My friend who was there on the ground asked what is the difference anyway between a shelter and a shield. One protects inward and the other outward, I thought to myself, but I knew this was not what he meant. What my friend meant, maybe, was that a shelter and a shield are structures of desperation, and that’s all that matters. Those assemblages of tents, barricades, first-aid stations, mobile libraries, study centers, shrines, and umbrella monuments— The people struggled together for days, weeks, months, to articulate their voice, and perhaps what matters is exactly this, that the desperation to erect a home is a fundamental human instinct, even, or especially, if what we are protecting, or protecting against, is something clouded, imprecise, ambiguously large.

 

11/

 

12/
“Above all, hyphenation refers not to the conjunctures of ‘East’ and ‘West,’ but to the disjunctures of colonialism and globalism ... a very specific set of historical circumstances that has produced a historically anomalous space that I have called a space of disappearance” (Abbas).

 

13/

 

14/
During the years between my family’s departure and my return as an adult, what changed was the protests. This is not entirely true. The July 1 marches were of course a new occurrence after 1997, but I later learned that the June 4 candlelight vigils had always happened. It began with 1989, one-sixth of Hong Kong’s population emerging in support of the students across the waters, and in the years after the Handover, pro-democracy protests swelled. This history of public demonstration is yet another mark of disjuncture from “Chineseness” in a city already anxious about identity. When you are one in thousands, a body among bodies, sitting and lighting flames one by one, neighbor to neighbor, you cannot help but ask, Why are all these bodies here? What heat do they feel inside? When you are one in a night on the street, sleeping side by side. Hong Kong is a city that has always protested, and these bodies emerge en masse again and again not necessarily because they think it will bring about real change, though perhaps more and more they are believing it can. Perhaps the city protests because that is a freedom afforded to it: an avenue for voicing itself: Hong Kong protests because it can.

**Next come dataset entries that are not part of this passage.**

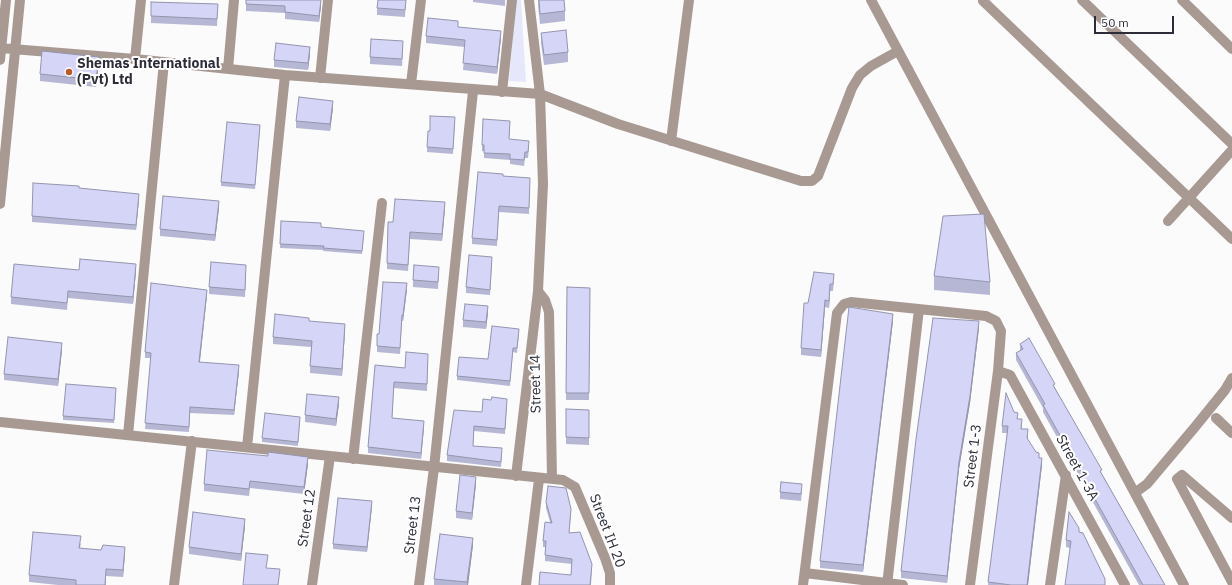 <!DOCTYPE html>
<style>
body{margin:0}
#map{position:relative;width:1232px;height:585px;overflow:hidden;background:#fbfbfb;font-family:"IBM Plex Sans",sans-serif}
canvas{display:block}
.scale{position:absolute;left:1094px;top:16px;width:80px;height:18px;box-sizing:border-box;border:2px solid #2d2d3a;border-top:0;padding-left:5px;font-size:12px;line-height:14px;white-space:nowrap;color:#2d2d3a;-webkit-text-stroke:3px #fff;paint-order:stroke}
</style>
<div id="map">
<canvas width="1232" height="585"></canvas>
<div class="scale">50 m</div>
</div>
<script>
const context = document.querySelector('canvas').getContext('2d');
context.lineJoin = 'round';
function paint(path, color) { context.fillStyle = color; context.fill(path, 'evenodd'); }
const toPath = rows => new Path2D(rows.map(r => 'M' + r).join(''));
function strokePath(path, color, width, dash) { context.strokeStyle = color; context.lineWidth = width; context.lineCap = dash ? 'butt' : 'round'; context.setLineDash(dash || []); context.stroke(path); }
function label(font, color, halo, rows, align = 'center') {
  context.font = font + ' "IBM Plex Sans",sans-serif'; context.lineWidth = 4; context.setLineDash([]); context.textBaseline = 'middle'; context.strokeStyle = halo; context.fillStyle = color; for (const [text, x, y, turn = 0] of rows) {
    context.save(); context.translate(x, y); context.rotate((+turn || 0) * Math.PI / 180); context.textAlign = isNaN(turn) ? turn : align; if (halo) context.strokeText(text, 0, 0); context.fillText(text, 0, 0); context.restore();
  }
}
const green = toPath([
 [516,0,521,0,526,82,509,81]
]);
const minor = toPath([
 [871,0,1184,585],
 [984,0,983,1,1232,239],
 [1082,0,1232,144],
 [1182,0,1232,49],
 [0,48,135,59,285,75,540,94,618,124,801,181,812,181,818,176,852,88,860,75,871,66,898,51],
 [135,59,141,0],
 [0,60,6,0],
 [228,69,234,0],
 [320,78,328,0],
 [411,84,421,0],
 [502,92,512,0],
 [671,141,689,0],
 [0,204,20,0],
 [1168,221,1232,150],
 [538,291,545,300,549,312,552,479],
 [998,371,1010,375,1125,585],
 [1216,418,1232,433],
 [0,422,563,480,575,487,605,558,610,573,610,585],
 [128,435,164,62],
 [247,447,285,75],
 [353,459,382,203],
 [516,476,538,291,543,184,540,94,529,0],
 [1136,492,1147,484,1195,427,1225,390,1232,378],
 [1232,518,1182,475,1177,479,1232,582],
 [805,573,903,585],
 [174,585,192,441],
 [312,585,330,456],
 [419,585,434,468,473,91],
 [526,585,539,479],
 [803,585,837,313,844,304,851,302,986,316,996,321,1001,331,998,371,970,585],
 [887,585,919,309],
 [1050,585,1066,475]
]);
const wall = toPath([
 [246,0,321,6,319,22,285,19,285,13,246,11],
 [406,0,405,17,377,15,377,8],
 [473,0,505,0,505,6,473,2],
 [538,0,564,0,565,11,565,21,540,24,538,5],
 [151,2,218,4,217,26,151,23],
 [458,27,501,38,497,74,463,70,465,47,426,43,426,36],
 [541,33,568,52,568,62,544,65,541,43],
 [403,48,402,66,370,64,370,57],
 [310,54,308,70,274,67,274,60],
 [99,64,96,87,40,81,40,74],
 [333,108,330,131,296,128,296,121],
 [455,122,453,154,427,152,427,147],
 [510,127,509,140,529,147,528,158,525,158,524,166,510,164,510,160,484,158,484,151,482,151,482,145],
 [260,128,255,189,221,186,221,182],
 [503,176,530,178,529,214,499,212,497,246,472,244,472,238],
 [79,188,139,199,136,230,32,222,32,216],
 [219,208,215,241,160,236,160,229],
 [445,208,442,241,410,239,408,271,387,269,387,263,393,222],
 [281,221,364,235,362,254,323,251,323,250,280,248],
 [492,262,490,295,466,293,466,287],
 [79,270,136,271,133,304,68,298,67,310,11,304,11,297],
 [246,272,245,297,209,294,209,287],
 [439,274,438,289,413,287,413,280],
 [934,276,990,282,990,295,934,290],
 [834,281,833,291,830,291,829,308,825,307,821,357,801,355,801,348,808,303],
 [567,287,590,288,589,400,566,400],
 [407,289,403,321,402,321,400,354,377,352,377,346,379,334],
 [207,295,200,362,239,371,234,415,190,413,189,432,145,429,151,358,145,358,145,352],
 [488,313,486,329,463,327,463,320],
 [309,321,345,331,342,376,310,373,311,347,273,344,273,337],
 [893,321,863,572,820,568,820,561],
 [979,328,970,403,959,469,947,583,901,578,901,571],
 [519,334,517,353,513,352,510,386,457,380,457,376,488,359],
 [1020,344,1055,388,1102,474,1165,585,1139,585,1090,497,1090,494,1062,446,1043,412,1043,408,1016,360,1016,353,1020,351],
 [62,350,58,386,4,380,4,374],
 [428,360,427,391,394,388,392,418,424,427,421,459,368,453,368,447,375,365,405,368],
 [116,392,114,423,63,420,63,416],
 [339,404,336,426,305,422,305,415],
 [507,404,505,434,474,431,473,446,502,454,501,467,447,461,447,455,482,412],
 [566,409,589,410,589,445,566,444],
 [1014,412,1022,426,1022,429,1028,436,1028,440,1039,458,1042,465,1028,585,988,585,1007,433,1002,433,1002,426],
 [300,421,298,446,262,442,262,438],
 [268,456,308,464,304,494,250,488,249,496,204,491,204,484],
 [476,484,472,520,456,518,456,511],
 [802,491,801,501,780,499,780,492],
 [546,502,571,514,569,533,592,569,591,585,539,585,571,575,572,564,545,561,545,547,543,547,543,541,550,522,546,508],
 [372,506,367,552,333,549,333,544],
 [245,526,241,561,189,554,189,547],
 [1079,532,1105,585,1070,548,1066,547,1066,540],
 [81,543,80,548,125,554,123,577,106,576,106,585,58,585,29,582,29,575],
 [473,545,468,585,434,585,434,579]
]);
const shadedWall = toPath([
 [321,0,321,6,319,22,319,16],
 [501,31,501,38,497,74,497,67],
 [310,47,310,54,308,70,308,63],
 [99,57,99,64,96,87,96,80],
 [333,101,333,108,330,131,330,124],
 [139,194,139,199,136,230,136,225],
 [219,201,219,208,215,241,215,235],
 [445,202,445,208,442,241,442,234],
 [136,264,136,271,133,304,133,297],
 [407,283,407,289,403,321,403,315],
 [830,284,830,291,829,308,829,301],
 [207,290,207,295,199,368,199,362],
 [825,300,825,307,821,357,821,350],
 [488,306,488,313,486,329,486,322],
 [893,314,893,321,863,572,863,565],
 [979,321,979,328,970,403,959,469,947,583,947,576,959,462],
 [345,324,345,331,342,376,342,369],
 [62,343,62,350,58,386,58,379],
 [239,365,239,371,234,415,234,410],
 [339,397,339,404,336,426,336,419],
 [424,421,424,427,421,459,421,453],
 [308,457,308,464,304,494,304,487],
 [1042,458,1042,465,1028,585,1027,585],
 [476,477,476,484,472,520,472,513],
 [372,501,372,506,367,552,367,547],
 [245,519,245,526,241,561,241,554],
 [473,538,473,545,468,585,467,585],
 [125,547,125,554,123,577,123,570]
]);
const building = toPath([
 [246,0,321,0,319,16,285,12,285,6,246,4,246,0],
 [378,0,406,0,405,10,377,8,378,0],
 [539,0,564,0,565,11,540,14,539,0],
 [151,2,218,4,217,19,151,16,151,2],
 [428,18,458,21,458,27,501,31,497,67,463,63,465,40,426,36,428,18],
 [566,30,568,52,544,55,541,33,566,30],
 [371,39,403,41,402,59,370,57,371,39],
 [276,43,310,47,308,63,274,60,276,43],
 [42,51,99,57,96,80,40,74,42,51],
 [299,97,333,101,330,124,296,121,299,97],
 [430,116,455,117,453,149,427,147,428,131,430,131,430,116],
 [483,119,510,121,509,139,529,141,528,152,525,152,524,160,510,159,510,154,484,153,484,145,482,145,483,119],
 [227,122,260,125,255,185,221,182,227,122],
 [478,172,503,174,503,176,530,178,529,208,499,206,497,240,472,238,478,172],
 [33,183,79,186,79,188,139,194,136,225,32,216,33,183],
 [163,196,219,201,215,235,160,229,163,196],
 [395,199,445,202,442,234,410,232,408,265,387,263,388,222,393,222,395,199],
 [984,214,990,282,934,276,943,216,984,214],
 [281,221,321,223,321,227,364,231,362,251,323,248,324,246,280,244,281,221],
 [469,255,492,257,490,290,466,287,469,255],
 [80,259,136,264,133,297,68,291,67,303,11,297,14,264,79,270,80,259],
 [211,262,246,265,245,290,209,287,211,262],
 [414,265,439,267,438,282,413,280,414,265],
 [814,272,834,274,833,284,830,284,829,301,825,300,821,350,801,348,804,303,808,303,814,272],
 [383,282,407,283,403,315,402,315,400,348,377,346,377,334,379,334,383,282],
 [151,283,207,290,199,362,239,365,234,410,190,407,189,427,145,423,151,353,145,352,151,283],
 [567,287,590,288,589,393,566,393,567,287],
 [465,304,488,306,486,322,463,320,465,304],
 [849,307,893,314,863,565,820,561,849,307],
 [275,314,309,318,309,321,345,324,342,369,310,366,312,341,273,337,275,314],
 [933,318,979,321,970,396,959,462,947,576,901,571,916,439,933,318],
 [492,326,519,329,517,348,513,348,510,381,457,376,459,357,488,359,492,326],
 [8,337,62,343,58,379,4,374,8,337],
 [1029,338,1055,384,1053,385,1102,470,1100,471,1165,585,1143,585,1090,490,1091,489,1062,439,1043,405,1045,404,1016,353,1023,349,1020,344,1029,338],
 [406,352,428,354,427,384,394,382,392,418,424,421,421,453,368,447,375,365,405,368,406,352],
 [66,384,116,388,114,420,63,416,66,384],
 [1006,393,1014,412,1018,413,1017,419,1022,419,1021,429,1028,429,1027,438,1036,452,1039,453,1039,458,1042,458,1027,585,1011,585,988,582,1007,435,1008,426,1002,426,1006,393],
 [307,394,339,397,336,419,305,415,307,394],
 [492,397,507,399,505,429,474,426,473,446,502,448,501,462,447,455,454,410,482,412,483,399,491,400,492,397],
 [566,409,589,410,589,438,566,437,566,409],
 [265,413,300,417,298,442,262,438,265,413],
 [207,450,268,456,268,452,308,457,304,487,250,481,249,489,204,484,207,450],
 [460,475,476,477,472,513,456,511,460,475],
 [781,482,802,484,801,494,780,492,781,482],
 [548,486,566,488,571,509,569,533,580,532,592,564,590,585,539,585,540,572,571,575,572,559,545,555,546,541,543,541,545,522,552,523,546,502,548,486],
 [338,498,372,501,367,547,333,544,338,498],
 [193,512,245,519,241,554,189,547,193,512],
 [1069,512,1079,528,1079,532,1083,533,1105,579,1105,585,1065,585,1071,541,1066,540,1069,512],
 [33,532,81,536,79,548,101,550,103,545,125,547,123,570,106,569,105,585,76,585,76,580,29,575,33,532],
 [440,534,473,538,467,582,434,579,440,534],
 [246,553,268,555,266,568,280,569,278,585,243,585,246,553]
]);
const markers = [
 [69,72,4,"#bd5926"]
];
const poiNames = [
 ["Shemas International",77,64],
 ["(Pvt) Ltd",77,80]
];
const streetNames = [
 ["Street 14",536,384,-91],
 ["Street 1-3",973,456,-83],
 ["Street 1-3A",1077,468,61],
 ["Street 12",307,518,-82],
 ["Street 13",413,525,-83],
 ["Street IH 20",607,531,69]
];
paint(green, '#e7e7fc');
strokePath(minor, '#a99993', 10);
paint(wall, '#b6b7d4');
paint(shadedWall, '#9495ad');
paint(building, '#d4d5f7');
strokePath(building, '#9495ad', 1);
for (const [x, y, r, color] of markers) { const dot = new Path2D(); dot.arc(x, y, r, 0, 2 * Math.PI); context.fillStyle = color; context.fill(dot); strokePath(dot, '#fff', 1.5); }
label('bold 14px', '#2d2d3a', '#fff', poiNames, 'left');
label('14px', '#2d2d3a', '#fff', streetNames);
</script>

At some point, the instinct to protect inward became a need to protect outward. It is the difference between keeping oneself dry despite the weather, and wielding fiercely, if vaguely, in the face of such weather. What is a city’s identity after hundreds of thousands of bodies have made a home in the streets for more than seventy days?

 

15/
From Rey Chow, Between Colonizers: Hong Kong's Postcolonial Self-Writing in the 1990s:

“Hong Kong’s postcoloniality means both a kind of freedom (from the restrictions of ‘national’ culture) and a kind of danger (anything is possible).”

“To write itself, Hong Kong must move beyond ... the simplicity of the paradigm of ‘foreign colonizer versus native colonized’.”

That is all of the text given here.